Notes: You will be able to answer the following questions using the readings and lecture notes. Provide citations, including page numbers, when pulling any direct quotes from readings or other sources. Full sentences and paragraph structure are expected, unless the instruction asks you to simply “list” items or elements.
1. Many clinicians mistakenly use the word incompetent when talking about a patient with cognitive or other impairments that affects the person’s capacity to give informed consent:
a. Explain as you would to another dentist the meaning of the terms competence and decision-making capacity as they apply to evaluating a patient’s ability to make decisions related to their dental or other health care.
b. Why is this distinction worth making in a clinical context?
2. Use the readings, lecture notes, and case-discussions to respond to the following questions:
a. What are three required components of the informed consent process?
b. What are some limitations of relying solely on a written informed consent document
as evidence that all components of a fully-informed consent process have been met?
c. What are some limitations of delegating someone (other than yourself) to obtain consent from a patient?
3. In the context of Pediatric practice; briefly, but also completely:
a. Describe the role that informed consent, child or minor assent, parental permission, and informed refusal play in clinical shared decision-making
b. How is informed refusal treated differently in adult vs. pediatric practice?
4. Max is a healthy 11 year-old boy. His father brings him to your pediatric dental practice because he is complaining of pain in one tooth. Max just moved to the city where you practice. The father reports that Max’s mother has traditionally taken care of dental appointments, so he’s not sure when Max was last seen by a dentist, but speculates that it is likely a little more than a year ago because they moved almost a year ago.
You examine Max and he is fairly cooperative for your exam. You find a severely carious permanent molar on the lower right mandibular arch with periapical radiolucency. You judge that this tooth cannot be restored. You talk over your findings with Max’s father and Max is present. You explain that you will first provide an anesthetic so Max won’t feel any pain, and explain that removing the tooth will resolve Max’s pain. You review the follow-up options for filling the gap. The father agrees to the immediate extraction of the tooth.
Max flatly refuses the anesthetic injection, despite your explanation and reassurances. You offer nitrous oxide as a means of “taking the edge off,” but Max refuses that also. Max’s father begins to threaten him with punishments, and Max says that his toothache isn’t that bad and he wants to go home.
a. What are the clinical factors?
b. What do we know about the patient’s preferences?

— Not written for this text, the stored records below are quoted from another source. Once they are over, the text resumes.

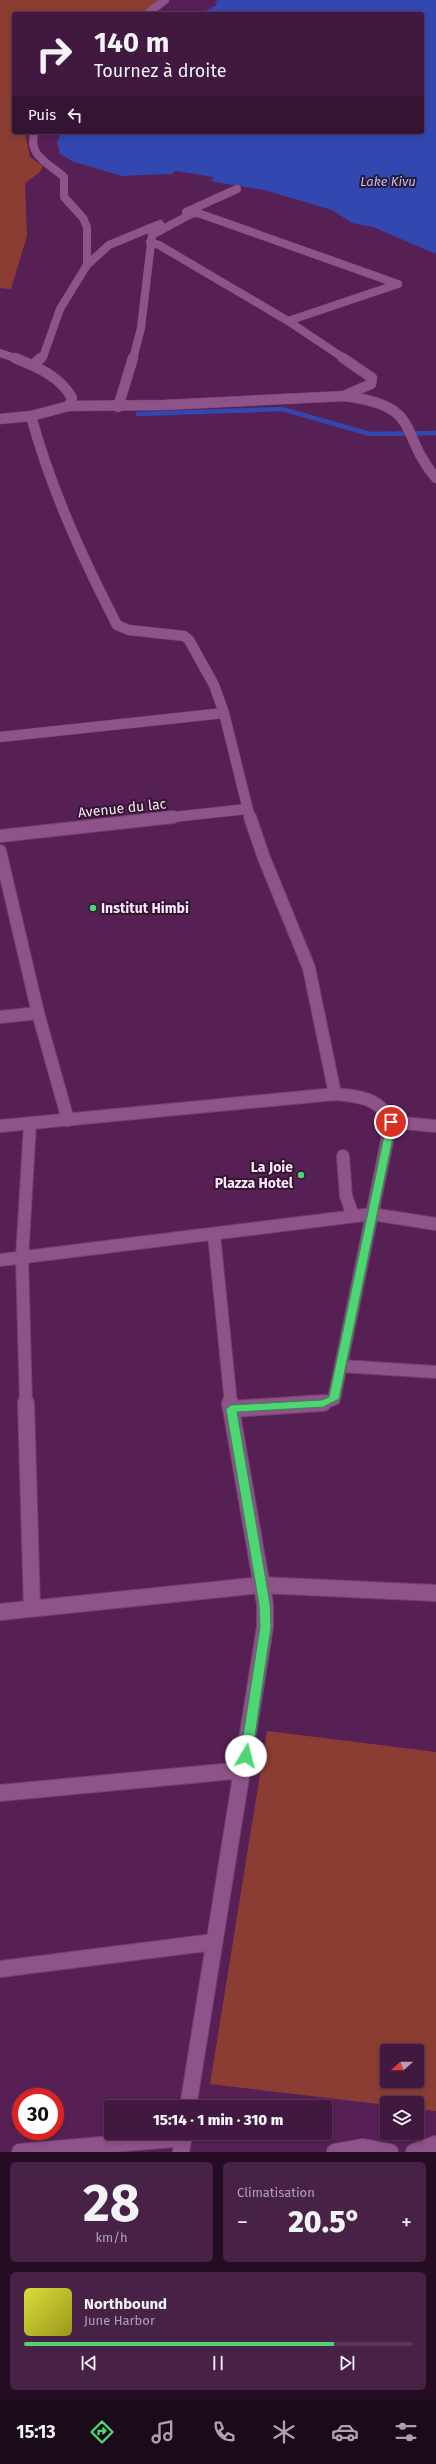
<!DOCTYPE html>
<html lang="fr">
<head>
<meta charset="utf-8">
<style>
  :root { --surface:#411840; --page:#482147; --text:#f1f3f6; --muted:#aea0b1; --line:#5a3759; --accent:#4ed675 }
  body { margin:0; font-family:"Fira Sans",sans-serif; background:var(--page); color:var(--text); height:100vh; display:flex; flex-direction:column; font-size:15px; white-space:nowrap }
  * { box-sizing:border-box; margin:0 }
  p { font-size:13px; color:var(--muted) }
  .icon { flex:none; width:22px; height:22px; fill:none; stroke:currentColor; stroke-width:2; stroke-linecap:round; stroke-linejoin:round }
  .map { position:relative; height:2152px; overflow:hidden }
  .sheet { display:flex; flex-direction:column; gap:10px; padding:10px; background:#240d23; flex:1 }
  .sheet>* { flex:none }
  .banner { position:absolute; left:12px; top:12px; width:412px; height:122px; border-radius:4px; box-shadow:0 2px 6px #0003,0 0 0 1px var(--line); background:#411840; color:var(--text); overflow:hidden }
  .needle { width:26px; rotate:249deg }
  .controls { position:absolute; left:380px; top:2044px; display:grid; gap:8px }
  .controls a { display:grid; place-items:center; width:44px; height:44px; border-radius:4px; background:var(--surface); box-shadow:0 2px 6px #0003,0 0 0 1px var(--line); font-size:20px }
  .speed { position:absolute; left:12px; top:2088px; display:flex; gap:8px; font-size:20px; font-weight:700; text-align:center }
  .speed>* { display:grid; place-content:center; width:52px; height:52px; border-radius:50%; background:var(--surface); box-shadow:0 2px 6px #0003,0 0 0 1px var(--line); line-height:1 }
  .speed .limit { border:6px solid #d22; background:#fff; color:#111 }
  .pin { position:absolute; display:grid; place-items:center; width:34px; height:34px; color:#fff; margin:-17px; border:2px solid #fff; border-radius:50%; box-shadow:0 1px 4px #0007 }
  .me { position:absolute; width:44px; margin:-22px; rotate:8deg; stroke-linejoin:round; filter:drop-shadow(0 0 3px #0008) }
  .turn { display:flex; align-items:center; gap:14px; height:84px; padding:0 16px; font-size:18px }
  .turn .icon { width:52px; height:52px; stroke-width:2.5 }
  .turn b { display:block; font-size:28px; line-height:34px }
  .then { display:flex; align-items:center; height:38px; padding:0 16px; background:#0003; gap:8px; font-size:15px }
  .big { font-size:30px; font-weight:800; line-height:1.1 }
  .sheet .widget { flex:1; display:flex; flex-direction:column; justify-content:center; gap:6px; min-width:0; padding:0 14px; border-radius:6px; background:var(--page) }
  .sheet .dial { align-items:center; gap:0 }
  .dial b { font-size:52px; line-height:1 }
  .song { display:flex; align-items:center; gap:12px }
  .cover { width:48px; height:48px; border-radius:6px; background:linear-gradient(135deg,hsl(60 70% 55%),hsl(60 70% 35%)) }
  .played { height:4px; border-radius:2px; background:linear-gradient(90deg,var(--accent) 80%,var(--line) 80%) }
  .keys { display:flex; justify-content:space-around; direction:ltr }
  .heat { display:flex; justify-content:space-between; align-items:center; font-size:22px; direction:ltr }
  .sheet .tiles { flex:1; display:grid; gap:10px; grid-template-columns:1fr 1fr }
  .widget:last-child { grid-column:span 2 }
  .trip { position:absolute; left:104px; top:2100px; width:228px; height:40px; border-radius:4px; background:var(--surface); box-shadow:0 2px 6px #0003,0 0 0 1px var(--line); font-weight:800; line-height:40px; text-align:center }
  .dock { display:flex; height:64px; justify-content:space-around; align-items:center; background:#1a0a1a; color:var(--muted) }
  .dock .icon { width:28px; height:28px }
  .dock .current { color:var(--accent) }
  .dock b { font-size:18px; color:var(--text) }
  .map>svg:first-child { display:block }
  .green { fill:#8b3d33; fill-rule:evenodd }
  .water { fill:#3247af }
  .pier { fill:#572055 }
  .lines { fill:none; stroke-linecap:round; stroke-linejoin:round }
  .stream { stroke:#3247af; stroke-width:4.5 }
  .minor-far3-casing { stroke:#724170; stroke-width:8 }
  .minor-far2-casing { stroke:#724170; stroke-width:11 }
  .minor-far1-casing { stroke:#724170; stroke-width:14 }
  .minor-casing { stroke:#724170; stroke-width:18 }
  .minor-far3 { stroke:#8e5389; stroke-width:8 }
  .minor-far2 { stroke:#8e5389; stroke-width:10 }
  .minor-far1 { stroke:#8e5389; stroke-width:12 }
  .minor { stroke:#8e5389; stroke-width:16 }
  .route { fill:#4ed675; stroke:#338b4c }
  .poi-dot { fill:#4ed675; stroke:#2f172e; stroke-width:1.5 }
  .labels { text-anchor:middle; stroke-width:4; stroke-linejoin:round; paint-order:stroke }
  .far-water-label { font-size:13px; font-style:italic; fill:#b1c4fa; stroke:#2f172e }
  .street-label { font-size:14px; fill:#ffe3fc; stroke:#2f172e }
  .poi-label { font-size:14px; font-weight:bold; fill:#ffe3fc; stroke:#2f172e; text-anchor:start }
</style>
</head>
<body>
<div class="map">
<svg width="436" height="2152" viewBox="0 0 436 2152">
  <rect width="100%" height="100%" fill="#572055"/>
  <g class="green">
    <polygon points="0,0 159,0 141,14 14,14 14,132 25,132 30,157 43,166 40,172 25,183 27,236 11,289 0,288"/>
    <path d="M 267,1731 L 436,1752 L 436,2111 L 417,2109 L 417,2103 L 387,2103 L 387,2105 L 210,2084 ZM 387,2051 L 417,2051 L 417,2081 L 387,2081 Z"/>
  </g>
  <polygon class="water" points="218,0 436,0 436,254 373,227 352,223 332,210 264,190 167,174 122,176 74,162 60,154 57,142 62,132 422,132 422,14 199,14 217,5 215,3"/>
  <polygon class="pier" points="175,171 214,177 211,181 171,175"/>
  <g class="lines">
    <polyline class="stream" points="138,414 282,409 370,434 436,433"/>
    <g class="minor-far3-casing">
      <g id="minor-far3">
        <polyline points="147,14 165,0"/>
        <path d="M 35,132 C 26,155 50,164 64,177 L 64,197 L 83,218 L 87,227 L 87,265 L 60,309 L 43,357 L 40,359"/>
        <polyline points="186,212 237,189"/>
        <polyline points="150,242 159,245 288,321 345,359"/>
        <polyline points="87,265 109,245 160,224"/>
        <polyline points="288,321 398,284"/>
        <polyline points="0,353 18,359"/>
        <polyline points="133,359 141,328 152,235 191,214 198,213 398,284"/>
      </g>
    </g>
    <g class="minor-far2-casing">
      <g id="minor-far2">
        <path d="M 15,358 C 37,367 60,376 72,398 L 69,406"/>
        <polyline points="343,358 372,378 371,384 346,395"/>
        <polyline points="33,365 41,358"/>
        <polyline points="118,407 133,358"/>
        <path d="M 31,416 C 51,489 82,557 117,625 L 129,630 L 184,636 L 189,640 L 214,685 L 224,713 L 250,818"/>
        <path d="M 0,419 L 31,416 L 69,406 L 164,405 L 345,396 C 424,407 397,432 436,478"/>
        <polyline points="0,737 224,713"/>
        <polyline points="164,818 247,809"/>
      </g>
    </g>
    <g class="minor-far1-casing">
      <g id="minor-far1">
        <polyline points="250,817 264,858 309,968 335,1094"/>
        <polyline points="0,836 173,817"/>
        <polyline points="0,851 38,1013 68,1120"/>
        <polyline points="0,1017 38,1013"/>
        <polyline points="391,1122 436,1126"/>
        <path d="M 0,1126 L 335,1094 C 359,1096 380,1098 391,1122 L 334,1399 L 323,1403 L 308,1404"/>
        <polyline points="343,1156 346,1196 353,1216"/>
        <polyline points="214,1235 231,1404"/>
        <polyline points="0,1260 372,1214 436,1224"/>
        <polyline points="341,1366 436,1372"/>
        <polyline points="26,1404 22,1258 30,1124"/>
      </g>
    </g>
    <g class="minor-casing">
      <g id="minor">
        <polyline points="26,1403 32,1608"/>
        <polyline points="231,1409 323,1403"/>
        <polyline points="0,1612 261,1585 436,1593"/>
        <polyline points="0,1793 244,1770"/>
        <polyline points="0,1969 214,1942"/>
        <polyline points="188,2107 265,1627 265,1604 230,1403"/>
        <polyline points="20,2152 184,2138"/>
        <polyline points="181,2152 184,2133"/>
        <polyline points="335,2152 363,2147 390,2152"/>
        <polyline points="414,2152 436,2144"/>
      </g>
    </g>
    <use href="#minor-far3" class="minor-far3"/>
    <use href="#minor-far2" class="minor-far2"/>
    <use href="#minor-far1" class="minor-far1"/>
    <use href="#minor" class="minor"/>
  </g>
  <polygon class="route" points="391,1119 396,1122 339,1399 323,1407 237,1412 270,1604 271,1627 252,1756 246,1761 240,1756 260,1627 259,1604 226,1409 231,1405 322,1400 329,1397 387,1122"/>
  <g class="poi-dot">
    <circle cx="93" cy="908" r="4"/>
    <circle cx="301" cy="1175" r="4"/>
  </g>
  <g class="labels">
    <g class="far-water-label">
      <text x="388" y="186">Lake Kivu</text>
    </g>
    <g class="street-label">
      <text transform="translate(122 808) rotate(-6)" y="5">Avenue du lac</text>
    </g>
    <g class="poi-label">
      <text x="101" y="913">Institut Himbi</text>
      <text x="293" y="1172" text-anchor="end">La Joie<tspan x="293" dy="16">Plazza Hotel</tspan></text>
    </g>
  </g>
</svg>
<div class="controls">
<a><svg class="needle" viewBox="-14 -14 28 28"><path d="M0-13l5 13h-10z" fill="#e53935"/><path d="M0 13l5-13h-10z" fill="#aea0b1"/></svg></a>
<a><svg class="icon" aria-label="layers" viewBox="0 0 24 24"><path d="M12 4l9 5-9 5-9-5zM3 14l9 5 9-5"/></svg></a>
</div>
<div class="speed"><div class="limit">30</div></div>
<div class="pin" style="left:391px;top:1122px;background:#d93025"><svg class="icon" aria-label="arrive" viewBox="0 0 24 24"><path d="M6 21V4h12l-3 4 3 4H6"/></svg></div>
<svg class="me" style="left:246px;top:1756px" viewBox="-20 -20 40 40"><circle r="19" fill="#fff"/><path d="M0-13L10 11 0 6-10 11z" fill="#4ed675"/></svg>
<div class="trip">15:14 · 1 min · 310 m</div>
<div class="banner">
<div class="turn"><svg class="icon" aria-label="right" viewBox="0 0 24 24"><path d="M7 20v-9h11M14 6l5 5-5 5"/></svg><div><b>140 m</b>Tournez à droite</div></div>
<div class="then">Puis<svg class="icon" aria-label="left" viewBox="0 0 24 24"><path d="M17 20v-9H6M10 6l-5 5 5 5"/></svg></div>
</div>
</div>
<section class="sheet">
<div class="tiles">
<div class="widget dial"><b>28</b><p>km/h</p></div>
<div class="widget"><p>Climatisation</p>
<div class="heat"><a>−</a><b class="big">20.5°</b><a>+</a></div>
</div>
<div class="widget">
<div class="song"><i class="cover"></i><div><b>Northbound</b><p>June Harbor</p></div></div>
<div class="played"></div>
<div class="keys"><svg class="icon" aria-label="previous" viewBox="0 0 24 24"><path d="M18 5L8 12l10 7zM5 5v14"/></svg><svg class="icon" aria-label="pause" viewBox="0 0 24 24"><path d="M8 5v14M16 5v14"/></svg><svg class="icon" aria-label="next" viewBox="0 0 24 24"><path d="M6 5l10 7-10 7zM19 5v14"/></svg></div>
</div>
</div>
</section>
<nav class="dock">
<b>15:13</b>
<svg class="icon current" aria-label="directions" viewBox="0 0 24 24"><path d="M12 3l9 9-9 9-9-9zM9 14v-3h6M13 9l2 2-2 2"/></svg>
<svg class="icon" aria-label="music" viewBox="0 0 24 24"><path d="M9 18V5l10-2v13"/><circle cx="6" cy="18" r="3"/><circle cx="16" cy="16" r="3"/></svg>
<svg class="icon" aria-label="phone" viewBox="0 0 24 24"><path d="M5 4h4l2 5-3 2q2 4 5 5l2-3 5 2v4C11 20 4 13 5 4z"/></svg>
<svg class="icon" aria-label="climate" viewBox="0 0 24 24"><path d="M12 3v18M4 7l16 10M4 17L20 7"/></svg>
<svg class="icon" aria-label="car" viewBox="0 0 24 24"><path d="M5 17H2v-5l4-1 3-4h7l3 4 3 1v5h-3M9 17h6M6 11h13"/><circle cx="7" cy="17" r="2"/><circle cx="17" cy="17" r="2"/></svg>
<svg class="icon" aria-label="filters" viewBox="0 0 24 24"><path d="M4 7h16M4 17h16"/><circle cx="9" cy="7" r="2"/><circle cx="15" cy="17" r="2"/></svg>
</nav>
</body>
</html>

c. What quality of life considerations are there in this case?
d. What are the contextual factors associated with this case?
e. Identify one primary ethical problem or issue that needs to be addressed at this point in the case. Frame the ethical problem or issue in the form of a question.
f. List three of the five ethical principles that apply in this case; give a brief definition of each of the three principles you chose; and describe in 1-2 sentences how each principle relates to the ethical issue you identified in part (e.) above.
g. List two possible options for resolving the issue you identified in this case.
h. Select the best plan of action from your two options in part (g.) above, and provide careful ethical justification for your choice. Write at least 1 paragraph to justify or support your plan of action by referring to the ADA Code of Ethics, the ethical principles, course readings, and/or lectures. Please use complete sentences and check for grammar and spelling in your answer.
i. Give one example of something you could have done earlier in the case that might have prevented you from needing to address the ethical problem you identified in part (e.).
5. Choose any topic or theme that we covered during this course and describe how or why something that you learned might influence or alter your practice as a dental health professional in the future.